Ok, now that we’ve waded through a sea of tears and broken promises, let’s get to the light at the end of the tunnel! See, the problem with these other films is that the video game companies gave away too much of their creative control to the movie studios, writers and producers. In the end, all the game companies really provided were a potential title for the movie and the names of the characters (if they’re lucky). Writers and production companies take a generalized overall concept and then throw in whatever ideas they think the public would like to see, and they’re usually wrong. What they don’t realize is that nowadays when it comes to videogames, the work is practically done for them!
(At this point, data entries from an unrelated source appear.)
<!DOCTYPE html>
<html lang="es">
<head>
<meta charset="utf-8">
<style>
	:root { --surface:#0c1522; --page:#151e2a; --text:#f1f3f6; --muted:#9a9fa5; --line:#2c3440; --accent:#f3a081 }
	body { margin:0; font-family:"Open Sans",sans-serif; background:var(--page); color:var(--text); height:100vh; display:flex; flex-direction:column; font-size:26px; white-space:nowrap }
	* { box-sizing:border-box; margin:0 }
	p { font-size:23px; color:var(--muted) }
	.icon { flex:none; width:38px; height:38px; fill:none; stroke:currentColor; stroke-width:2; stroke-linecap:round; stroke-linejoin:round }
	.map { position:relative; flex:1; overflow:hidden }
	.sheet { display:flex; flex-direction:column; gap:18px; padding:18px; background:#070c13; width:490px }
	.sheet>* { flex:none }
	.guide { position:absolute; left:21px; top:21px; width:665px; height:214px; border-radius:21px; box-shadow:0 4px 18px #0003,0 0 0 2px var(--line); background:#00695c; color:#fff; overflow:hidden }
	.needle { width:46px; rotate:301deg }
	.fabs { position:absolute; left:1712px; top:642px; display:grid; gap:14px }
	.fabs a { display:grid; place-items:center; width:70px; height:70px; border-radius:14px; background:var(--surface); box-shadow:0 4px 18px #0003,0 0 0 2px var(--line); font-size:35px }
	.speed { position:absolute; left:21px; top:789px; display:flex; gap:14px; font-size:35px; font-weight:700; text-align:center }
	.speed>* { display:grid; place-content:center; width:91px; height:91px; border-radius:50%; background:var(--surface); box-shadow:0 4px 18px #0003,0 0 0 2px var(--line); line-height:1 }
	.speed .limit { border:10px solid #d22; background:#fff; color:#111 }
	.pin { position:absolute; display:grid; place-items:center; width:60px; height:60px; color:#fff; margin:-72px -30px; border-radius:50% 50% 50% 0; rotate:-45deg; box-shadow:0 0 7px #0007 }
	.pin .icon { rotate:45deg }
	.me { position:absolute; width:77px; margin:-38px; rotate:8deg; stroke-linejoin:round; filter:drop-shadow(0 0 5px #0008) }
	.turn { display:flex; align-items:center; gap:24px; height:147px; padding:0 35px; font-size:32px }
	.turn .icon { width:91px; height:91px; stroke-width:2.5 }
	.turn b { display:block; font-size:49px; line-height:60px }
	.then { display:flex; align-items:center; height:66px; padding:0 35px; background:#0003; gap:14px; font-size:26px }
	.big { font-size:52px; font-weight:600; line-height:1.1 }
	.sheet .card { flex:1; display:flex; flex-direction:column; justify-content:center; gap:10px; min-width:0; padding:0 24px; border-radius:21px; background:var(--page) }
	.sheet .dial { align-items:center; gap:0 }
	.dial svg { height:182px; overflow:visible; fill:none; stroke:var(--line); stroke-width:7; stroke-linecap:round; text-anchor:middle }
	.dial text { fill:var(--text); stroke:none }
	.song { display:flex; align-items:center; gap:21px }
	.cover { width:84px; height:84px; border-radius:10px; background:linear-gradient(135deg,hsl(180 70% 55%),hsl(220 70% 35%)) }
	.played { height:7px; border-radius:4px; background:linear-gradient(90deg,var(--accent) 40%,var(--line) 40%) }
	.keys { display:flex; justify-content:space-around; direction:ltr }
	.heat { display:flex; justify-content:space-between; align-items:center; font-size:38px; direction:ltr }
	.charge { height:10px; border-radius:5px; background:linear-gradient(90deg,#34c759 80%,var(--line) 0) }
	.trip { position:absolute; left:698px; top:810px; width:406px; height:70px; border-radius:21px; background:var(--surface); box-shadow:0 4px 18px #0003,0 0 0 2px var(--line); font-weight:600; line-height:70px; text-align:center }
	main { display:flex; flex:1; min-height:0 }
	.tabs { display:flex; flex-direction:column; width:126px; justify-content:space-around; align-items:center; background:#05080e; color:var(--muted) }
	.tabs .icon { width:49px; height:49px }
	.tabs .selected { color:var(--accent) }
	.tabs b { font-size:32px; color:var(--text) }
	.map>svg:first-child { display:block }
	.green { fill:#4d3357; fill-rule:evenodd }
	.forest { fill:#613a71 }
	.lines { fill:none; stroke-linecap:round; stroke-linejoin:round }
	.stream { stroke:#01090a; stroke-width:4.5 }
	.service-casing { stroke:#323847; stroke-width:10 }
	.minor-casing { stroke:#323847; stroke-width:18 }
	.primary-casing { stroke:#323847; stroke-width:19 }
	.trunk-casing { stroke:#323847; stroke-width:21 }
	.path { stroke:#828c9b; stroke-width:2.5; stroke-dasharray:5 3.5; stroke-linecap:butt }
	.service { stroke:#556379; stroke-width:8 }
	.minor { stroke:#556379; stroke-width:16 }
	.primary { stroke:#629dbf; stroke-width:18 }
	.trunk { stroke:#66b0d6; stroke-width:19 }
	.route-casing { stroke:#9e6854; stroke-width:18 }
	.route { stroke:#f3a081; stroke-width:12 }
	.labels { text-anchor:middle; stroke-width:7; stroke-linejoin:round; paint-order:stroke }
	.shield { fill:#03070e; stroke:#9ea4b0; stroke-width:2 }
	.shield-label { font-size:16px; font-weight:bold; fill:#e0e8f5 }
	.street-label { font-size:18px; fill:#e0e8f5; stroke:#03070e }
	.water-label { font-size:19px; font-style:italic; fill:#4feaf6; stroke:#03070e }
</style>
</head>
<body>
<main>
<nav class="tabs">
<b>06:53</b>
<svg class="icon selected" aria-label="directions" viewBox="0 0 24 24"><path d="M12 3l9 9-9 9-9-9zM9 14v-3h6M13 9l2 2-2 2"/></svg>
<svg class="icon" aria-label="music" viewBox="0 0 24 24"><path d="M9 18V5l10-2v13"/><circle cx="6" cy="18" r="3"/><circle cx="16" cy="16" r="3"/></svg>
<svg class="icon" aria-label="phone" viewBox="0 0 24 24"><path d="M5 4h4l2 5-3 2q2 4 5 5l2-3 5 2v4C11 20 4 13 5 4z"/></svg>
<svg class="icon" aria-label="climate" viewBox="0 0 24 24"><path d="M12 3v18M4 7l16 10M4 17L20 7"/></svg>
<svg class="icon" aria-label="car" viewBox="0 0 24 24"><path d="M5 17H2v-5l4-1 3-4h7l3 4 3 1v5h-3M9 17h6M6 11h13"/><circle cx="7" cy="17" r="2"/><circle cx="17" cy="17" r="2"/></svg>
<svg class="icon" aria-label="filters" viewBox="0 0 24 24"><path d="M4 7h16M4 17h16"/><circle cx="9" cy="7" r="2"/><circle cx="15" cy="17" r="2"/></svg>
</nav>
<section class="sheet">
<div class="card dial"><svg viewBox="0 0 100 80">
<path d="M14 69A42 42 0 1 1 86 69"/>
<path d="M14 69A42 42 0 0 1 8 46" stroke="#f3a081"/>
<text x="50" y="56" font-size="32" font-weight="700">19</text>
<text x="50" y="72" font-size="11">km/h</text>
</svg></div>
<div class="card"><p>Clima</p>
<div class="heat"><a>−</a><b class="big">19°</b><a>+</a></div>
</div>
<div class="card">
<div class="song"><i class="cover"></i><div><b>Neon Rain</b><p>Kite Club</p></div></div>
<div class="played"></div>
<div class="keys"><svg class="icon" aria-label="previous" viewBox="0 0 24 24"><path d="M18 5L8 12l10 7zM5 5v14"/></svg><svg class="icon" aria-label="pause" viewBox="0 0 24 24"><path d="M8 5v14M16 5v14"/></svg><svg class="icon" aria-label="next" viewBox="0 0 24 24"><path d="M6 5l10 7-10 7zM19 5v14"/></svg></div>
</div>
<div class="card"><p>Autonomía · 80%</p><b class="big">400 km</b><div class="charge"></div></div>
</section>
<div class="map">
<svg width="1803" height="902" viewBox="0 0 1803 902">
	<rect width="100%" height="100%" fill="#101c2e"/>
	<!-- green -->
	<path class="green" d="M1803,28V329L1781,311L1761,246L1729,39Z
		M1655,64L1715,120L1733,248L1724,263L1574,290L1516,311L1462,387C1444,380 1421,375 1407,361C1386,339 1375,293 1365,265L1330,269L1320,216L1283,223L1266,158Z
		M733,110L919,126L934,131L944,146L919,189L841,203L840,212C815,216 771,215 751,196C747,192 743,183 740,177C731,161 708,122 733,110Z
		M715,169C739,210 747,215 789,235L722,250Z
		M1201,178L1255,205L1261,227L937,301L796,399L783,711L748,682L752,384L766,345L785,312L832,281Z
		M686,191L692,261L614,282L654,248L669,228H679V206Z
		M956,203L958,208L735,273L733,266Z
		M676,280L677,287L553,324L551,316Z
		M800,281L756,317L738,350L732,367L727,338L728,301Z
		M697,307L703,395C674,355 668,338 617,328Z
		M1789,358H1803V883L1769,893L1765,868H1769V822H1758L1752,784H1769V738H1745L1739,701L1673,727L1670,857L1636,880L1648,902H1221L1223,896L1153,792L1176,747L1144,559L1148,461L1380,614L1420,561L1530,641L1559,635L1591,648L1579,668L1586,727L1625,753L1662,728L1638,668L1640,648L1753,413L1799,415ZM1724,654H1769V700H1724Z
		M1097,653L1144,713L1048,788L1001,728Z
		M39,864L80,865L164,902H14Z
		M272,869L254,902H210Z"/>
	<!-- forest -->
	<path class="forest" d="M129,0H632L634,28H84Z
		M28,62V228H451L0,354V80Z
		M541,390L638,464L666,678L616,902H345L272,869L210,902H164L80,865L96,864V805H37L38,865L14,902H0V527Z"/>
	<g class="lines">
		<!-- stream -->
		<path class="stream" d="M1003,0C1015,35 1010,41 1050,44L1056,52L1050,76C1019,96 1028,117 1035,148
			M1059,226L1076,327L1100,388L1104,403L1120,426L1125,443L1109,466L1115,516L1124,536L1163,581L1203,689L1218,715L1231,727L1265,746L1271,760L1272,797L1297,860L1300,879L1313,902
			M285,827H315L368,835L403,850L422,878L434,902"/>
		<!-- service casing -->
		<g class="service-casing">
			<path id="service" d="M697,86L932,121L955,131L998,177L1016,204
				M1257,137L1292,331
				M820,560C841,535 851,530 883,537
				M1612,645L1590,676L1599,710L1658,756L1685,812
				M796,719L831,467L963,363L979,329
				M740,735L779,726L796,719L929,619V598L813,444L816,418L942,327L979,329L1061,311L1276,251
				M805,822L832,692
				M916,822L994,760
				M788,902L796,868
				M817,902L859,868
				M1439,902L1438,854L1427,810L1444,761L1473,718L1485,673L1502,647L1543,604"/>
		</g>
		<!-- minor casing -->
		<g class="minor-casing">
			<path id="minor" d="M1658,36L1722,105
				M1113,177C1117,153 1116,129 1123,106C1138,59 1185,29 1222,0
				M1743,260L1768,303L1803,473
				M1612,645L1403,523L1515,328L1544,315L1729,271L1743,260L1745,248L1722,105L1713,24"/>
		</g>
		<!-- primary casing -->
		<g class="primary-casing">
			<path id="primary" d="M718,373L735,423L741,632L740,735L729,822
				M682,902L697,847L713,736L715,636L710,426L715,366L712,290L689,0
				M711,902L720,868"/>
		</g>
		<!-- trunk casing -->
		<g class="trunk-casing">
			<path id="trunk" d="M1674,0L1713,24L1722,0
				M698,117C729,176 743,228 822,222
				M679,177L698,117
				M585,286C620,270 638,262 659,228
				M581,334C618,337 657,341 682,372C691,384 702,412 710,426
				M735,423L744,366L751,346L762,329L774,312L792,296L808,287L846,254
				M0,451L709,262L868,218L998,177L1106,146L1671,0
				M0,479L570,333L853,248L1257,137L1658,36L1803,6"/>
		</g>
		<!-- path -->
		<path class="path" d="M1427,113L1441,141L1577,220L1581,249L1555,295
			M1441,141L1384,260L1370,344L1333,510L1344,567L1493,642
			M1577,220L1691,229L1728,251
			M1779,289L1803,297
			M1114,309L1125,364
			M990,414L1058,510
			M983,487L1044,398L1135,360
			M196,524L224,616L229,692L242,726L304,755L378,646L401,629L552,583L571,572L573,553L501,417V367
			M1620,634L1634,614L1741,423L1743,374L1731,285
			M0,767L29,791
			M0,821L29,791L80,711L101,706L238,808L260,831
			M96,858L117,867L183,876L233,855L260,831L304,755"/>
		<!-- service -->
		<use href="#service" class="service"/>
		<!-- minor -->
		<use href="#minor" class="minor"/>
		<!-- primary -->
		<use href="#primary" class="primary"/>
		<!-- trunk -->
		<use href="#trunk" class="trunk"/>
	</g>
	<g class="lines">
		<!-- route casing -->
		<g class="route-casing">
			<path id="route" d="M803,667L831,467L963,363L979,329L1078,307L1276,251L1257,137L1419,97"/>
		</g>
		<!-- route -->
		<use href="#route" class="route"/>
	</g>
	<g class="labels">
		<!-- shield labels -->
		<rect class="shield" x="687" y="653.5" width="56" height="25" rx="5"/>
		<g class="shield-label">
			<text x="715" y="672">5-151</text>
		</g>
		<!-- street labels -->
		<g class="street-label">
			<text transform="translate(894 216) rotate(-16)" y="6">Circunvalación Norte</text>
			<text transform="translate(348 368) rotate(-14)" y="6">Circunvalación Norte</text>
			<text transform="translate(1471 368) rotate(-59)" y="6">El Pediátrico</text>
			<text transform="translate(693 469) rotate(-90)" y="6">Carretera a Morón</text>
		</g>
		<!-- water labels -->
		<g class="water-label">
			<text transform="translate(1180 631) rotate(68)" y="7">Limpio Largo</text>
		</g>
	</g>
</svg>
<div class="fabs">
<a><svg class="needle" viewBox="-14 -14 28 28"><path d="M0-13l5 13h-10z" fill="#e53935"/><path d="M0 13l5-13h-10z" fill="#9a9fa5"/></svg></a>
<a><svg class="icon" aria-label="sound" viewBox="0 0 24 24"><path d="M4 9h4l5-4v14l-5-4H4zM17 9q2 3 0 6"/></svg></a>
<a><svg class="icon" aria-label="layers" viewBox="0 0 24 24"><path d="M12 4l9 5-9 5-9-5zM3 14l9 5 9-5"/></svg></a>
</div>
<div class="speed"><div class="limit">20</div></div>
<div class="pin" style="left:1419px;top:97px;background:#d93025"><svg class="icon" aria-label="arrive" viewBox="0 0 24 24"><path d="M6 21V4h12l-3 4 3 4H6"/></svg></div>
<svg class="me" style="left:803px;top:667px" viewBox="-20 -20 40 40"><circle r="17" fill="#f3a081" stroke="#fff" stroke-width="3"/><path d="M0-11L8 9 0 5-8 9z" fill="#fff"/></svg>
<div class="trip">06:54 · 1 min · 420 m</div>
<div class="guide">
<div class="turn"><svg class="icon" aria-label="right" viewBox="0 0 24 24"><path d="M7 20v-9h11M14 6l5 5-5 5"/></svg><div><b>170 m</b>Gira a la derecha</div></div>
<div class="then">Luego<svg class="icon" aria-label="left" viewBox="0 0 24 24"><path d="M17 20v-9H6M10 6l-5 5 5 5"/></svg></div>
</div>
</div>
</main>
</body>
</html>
Modern day video games are basically movies in and of themselves; no more guess work to be done. If a game doesn’t have a good story, it’s hated just as much as a bad movie. Enter Assassin’s Creed!
Ubisoft has gotten to be one of the biggest video game companies to date, and Assassin’s Creed is their frontrunner. In fact, they’ve been doing so well that they even created their own movie production studio. As of right now, they have a deal going on with Sony that would permit them to make an Assassin’s Creed movie for the big screen while allowing Ubisoft to retain almost all the creative rights to the film! Do you know what this means? It means that the people who made the fantastic storylines for the game series get to do it for the movie as well! Now, a lot of Hollywood studios are saying that this is an outrageous concept. According to them, they are the professionals when it comes to making movies. They honestly believe that Ubisoft will fail because they don’t know what it takes to make a movie, and they believe that Assassin’s Creed will never see the green light. Frankly, I disagree. As I said, video games like Assassin’s Creed are heavily story driven and they even include cinematic cutscenes to enhance this movie-like quality. I think this is right Ubisoft’s alley, and I can’t wait to see what comes of it.
If this movie ends up being made and does well at the box office, you best believe that this will be the start of a creative revolution for video game companies and their would-be movies. Just look at Advent Children! Square Enix was in charge of the movie, and it was great! It held true to the story, it felt like a part of the game, and it didn’t try to do anything out of the ordinary. And, hey, if Assassin’s Creed: Lineage, which was made by Ubisoft, can pull a 7 out of 10 with IMDB, that’s a hell of a lot better than any other scores you will find when looking at other video game movies. Even Advent Children barely beat it with a 7.3! I’m looking forward to seeing what comes of this story, and you can rest assured that I’ll be keeping a close eye on its progress, Hollywood movie studios be damned!